You could use dplyr
to do this. I set stringsAsFactors = FALSE
to get rid of warnings about factor mismatches.
library(dplyr)
a1 <- data.frame(A = c(1:5, 2, 4, 2), B = letters[c(1:5, 2, 4, 2)], stringsAsFactors = FALSE)
a2 <- data.frame(A = c(1:3,2), B = letters[c(1:3,2)], stringsAsFactors = FALSE)
## Make temp variables to join on then delete later.
# Create a row number
a1_tmp <-
a1 %>%
group_by(A, B) %>%
mutate(tmp_id = row_number()) %>%
ungroup()
# Create a count
a2_tmp <-
a2 %>%
group_by(A, B) %>%
summarise(count = n()) %>%
ungroup()
## Keep all that have no entry int a2 or the id > the count (i.e. used up a2 entries).

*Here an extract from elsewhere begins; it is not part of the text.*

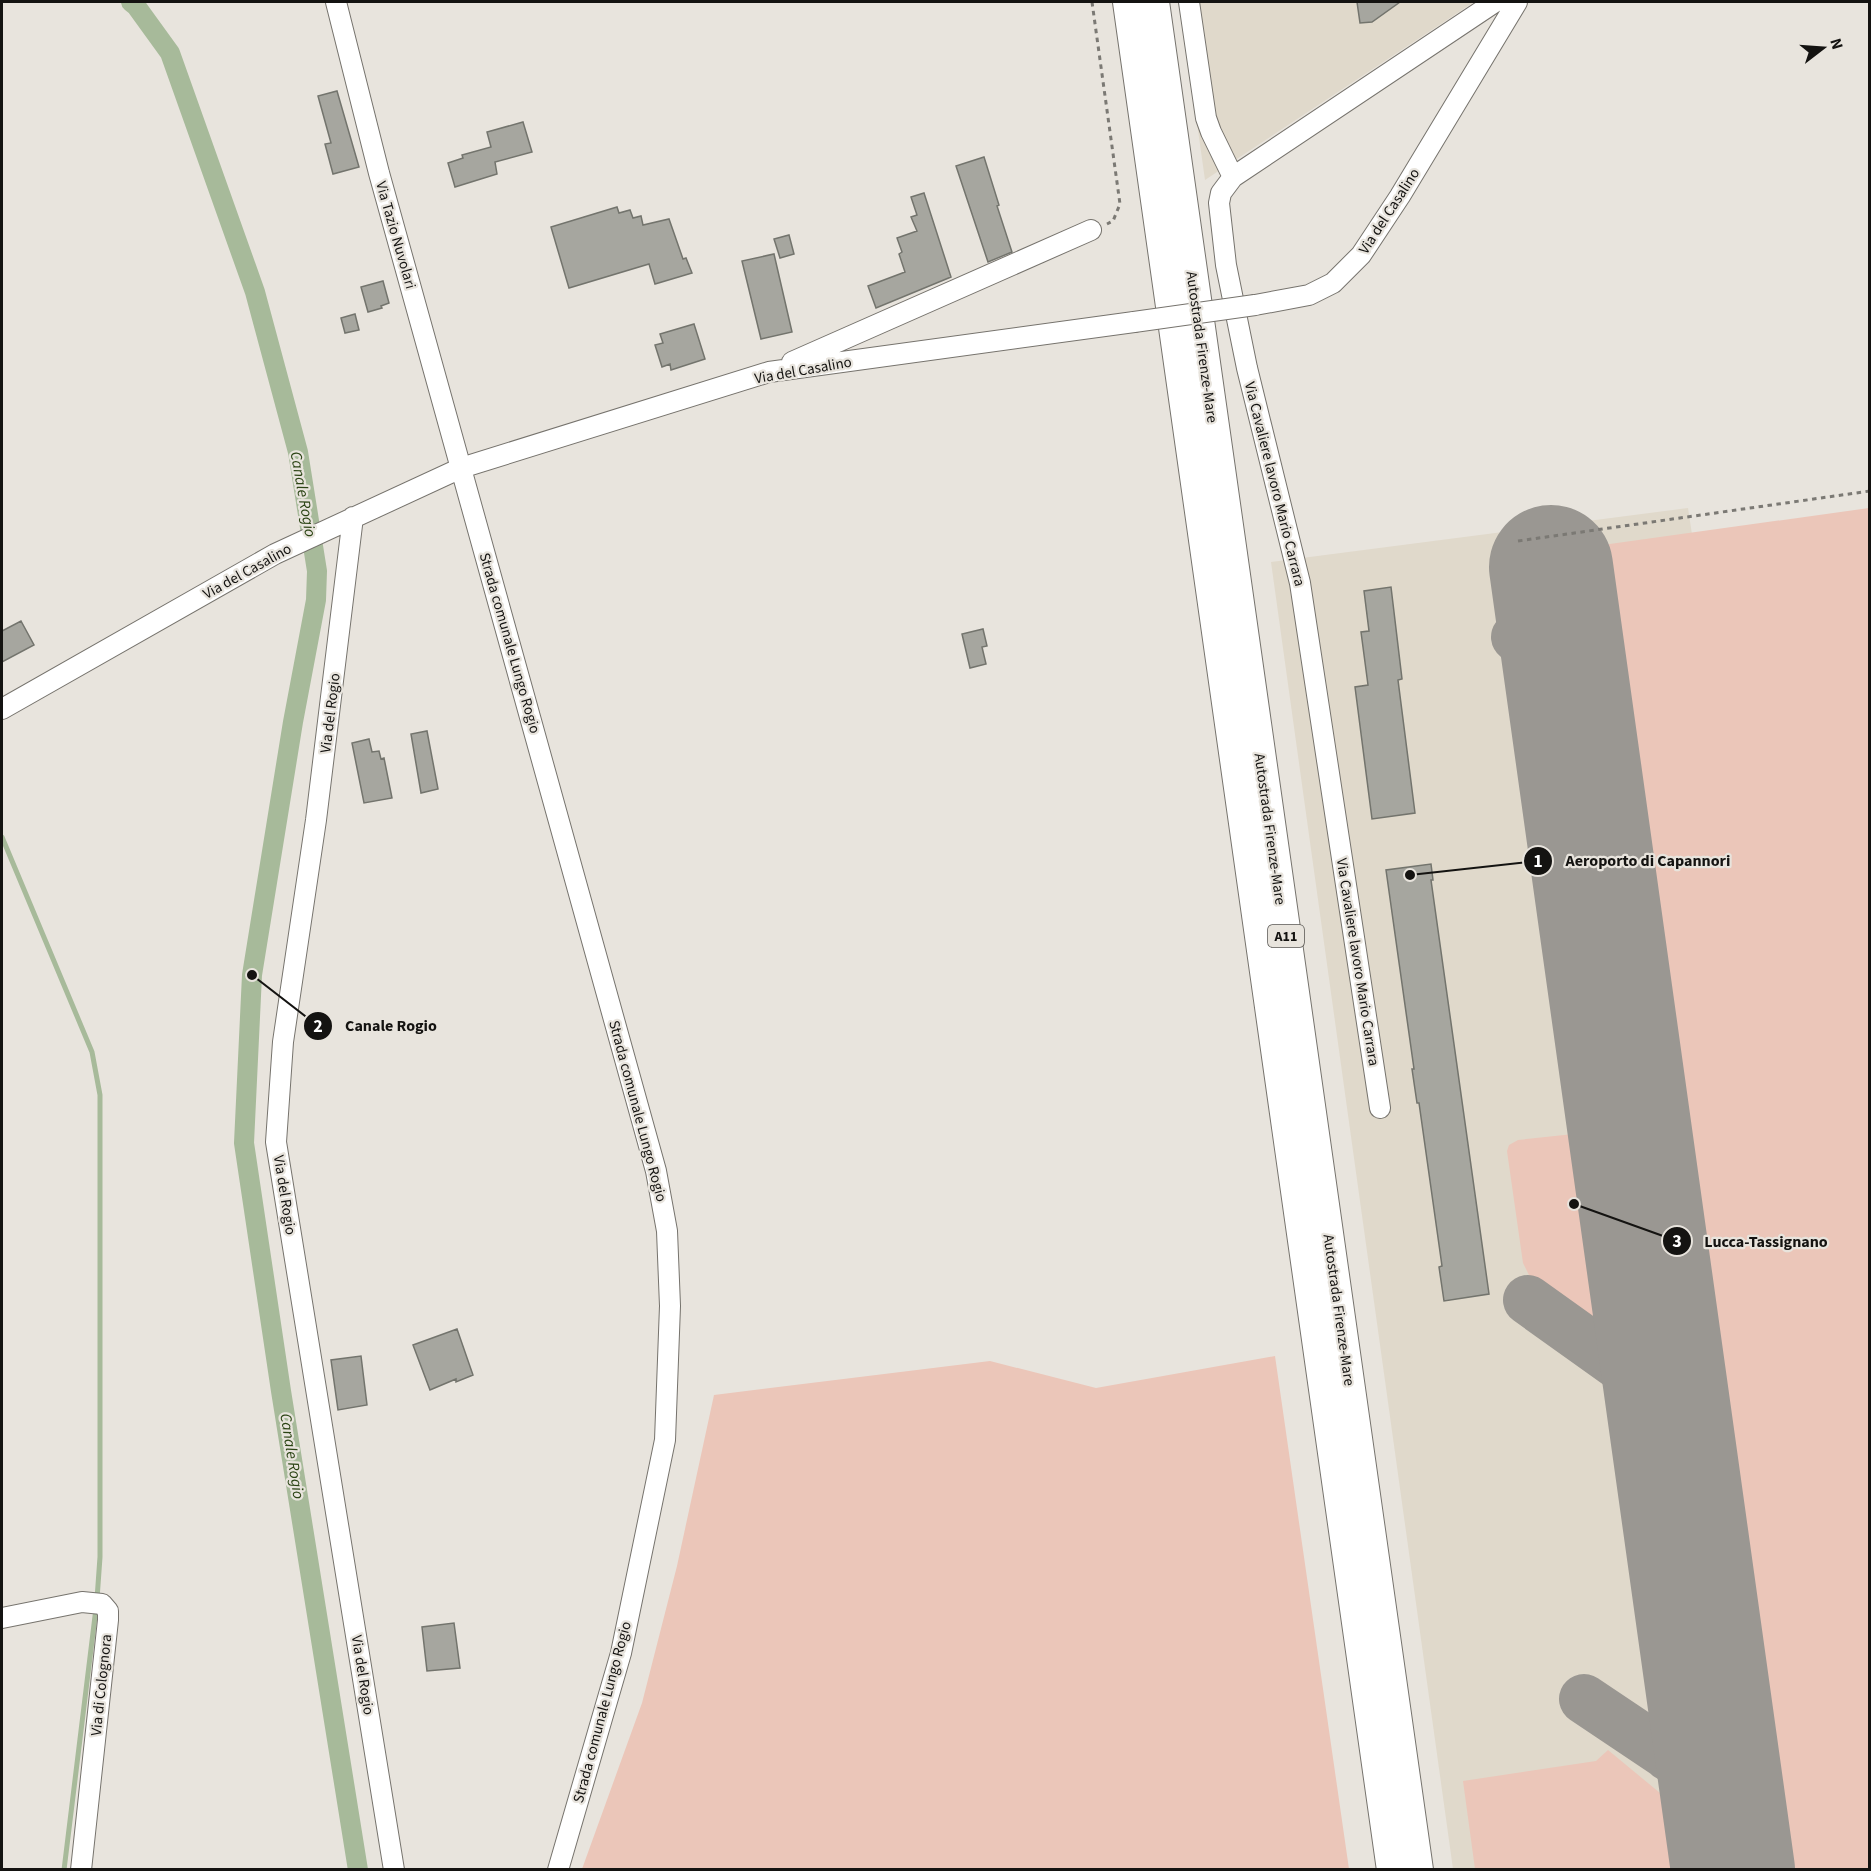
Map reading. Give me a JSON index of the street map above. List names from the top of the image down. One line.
{"streets":{"highway":["Autostrada Firenze-Mare","A11"],"street":["Via del Casalino","Via Tazio Nuvolari","Via Cavaliere lavoro Mario Carrara","Strada comunale Lungo Rogio","Via del Rogio","Via di Colognora"]},"crossings":[["Via del Casalino","Via Tazio Nuvolari"],["Via del Casalino","Strada comunale Lungo Rogio"],["Via del Casalino","Via del Rogio"],["Via Tazio Nuvolari","Strada comunale Lungo Rogio"]],"water":["Canale Rogio"],"places":["Aeroporto di Capannori","Canale Rogio","Lucca-Tassignano"],"north":"right"}
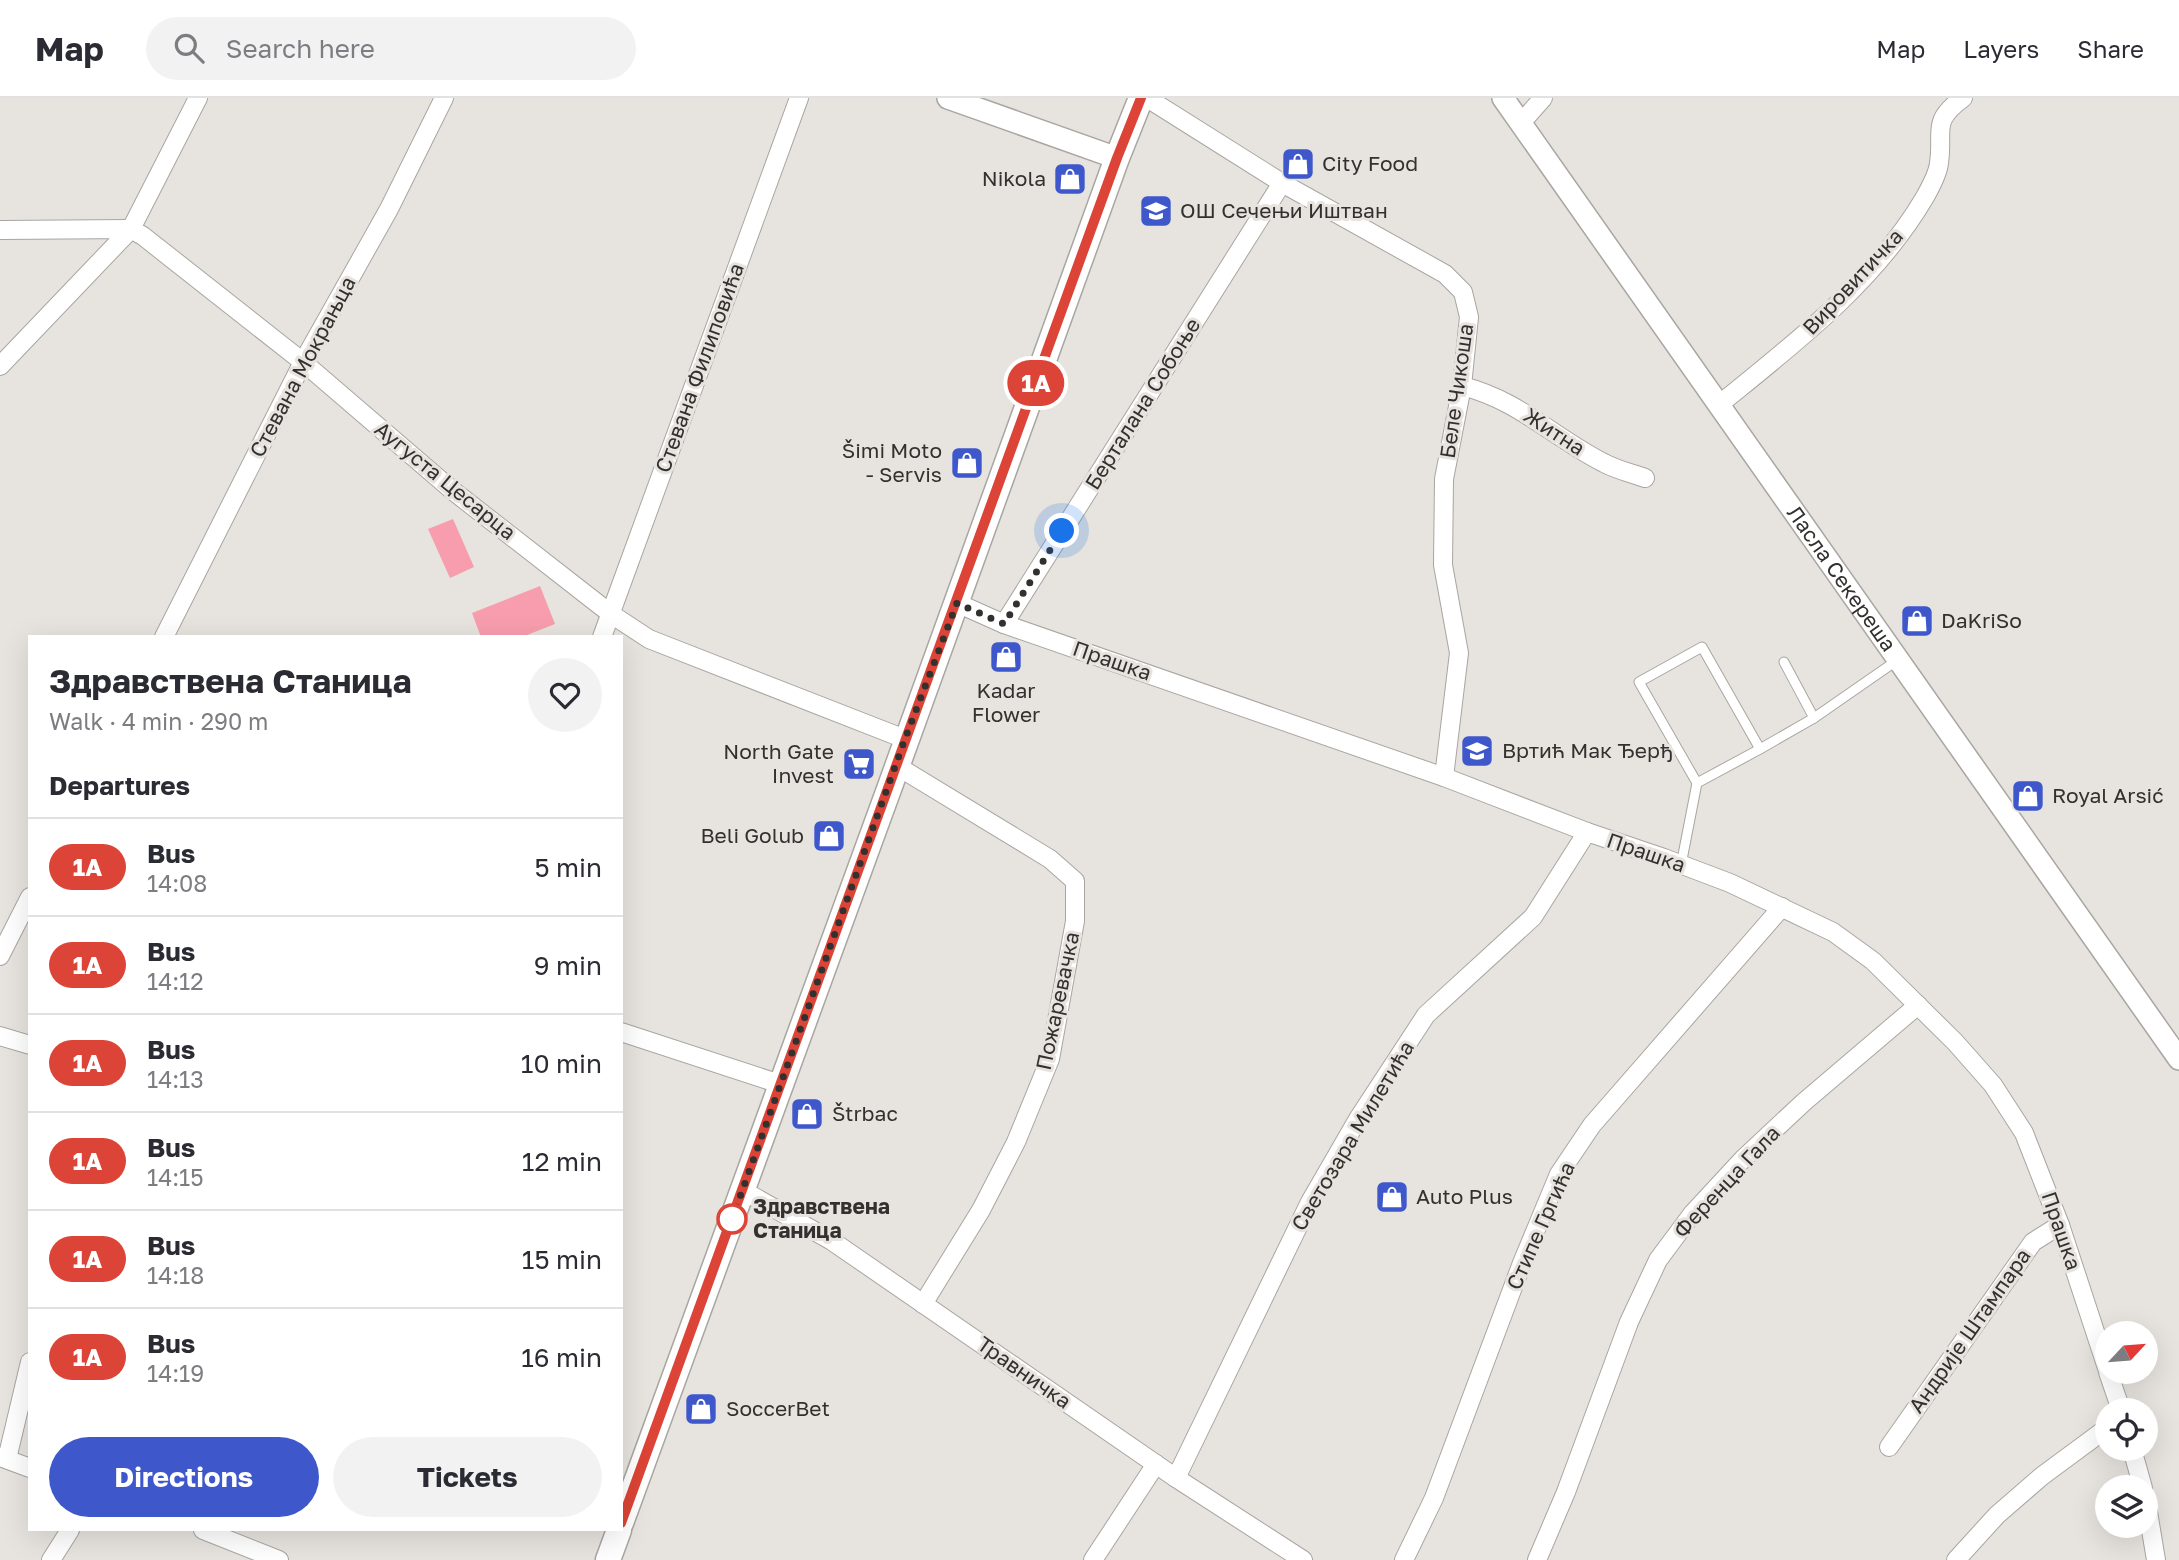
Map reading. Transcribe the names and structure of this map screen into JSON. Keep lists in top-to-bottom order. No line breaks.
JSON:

left_join(a1_tmp, a2_tmp, by = c('A', 'B')) %>%
ungroup() %>% filter(is.na(count) | tmp_id > count) %>%
select(-tmp_id, -count)
## # A tibble: 4 x 2
## A B
## <dbl> <chr>
## 1 4 d
## 2 5 e
## 3 4 d
## 4 2 b
EDIT
Here is a similar solution that is a little shorter. This does the following: (1) add a column for row number to join both data.frame
items (2) a temporary column in a2
(2nd data.frame
) that will show up as null in the join to a1
(i.e. indicates it's unique to a1
).
library(dplyr)
left_join(a1 %>% group_by(A,B) %>% mutate(rn = row_number()) %>% ungroup(),
a2 %>% group_by(A,B) %>% mutate(rn = row_number(), tmpcol = 0) %>% ungroup(),
by = c('A', 'B', 'rn')) %>%
filter(is.na(tmpcol)) %>%
select(-tmpcol, -rn)
## # A tibble: 4 x 2
## A B
## <dbl> <chr>
## 1 4 d
## 2 5 e
## 3 4 d
## 4 2 b
I think this solution is a little simpler (perhaps very little) than the first.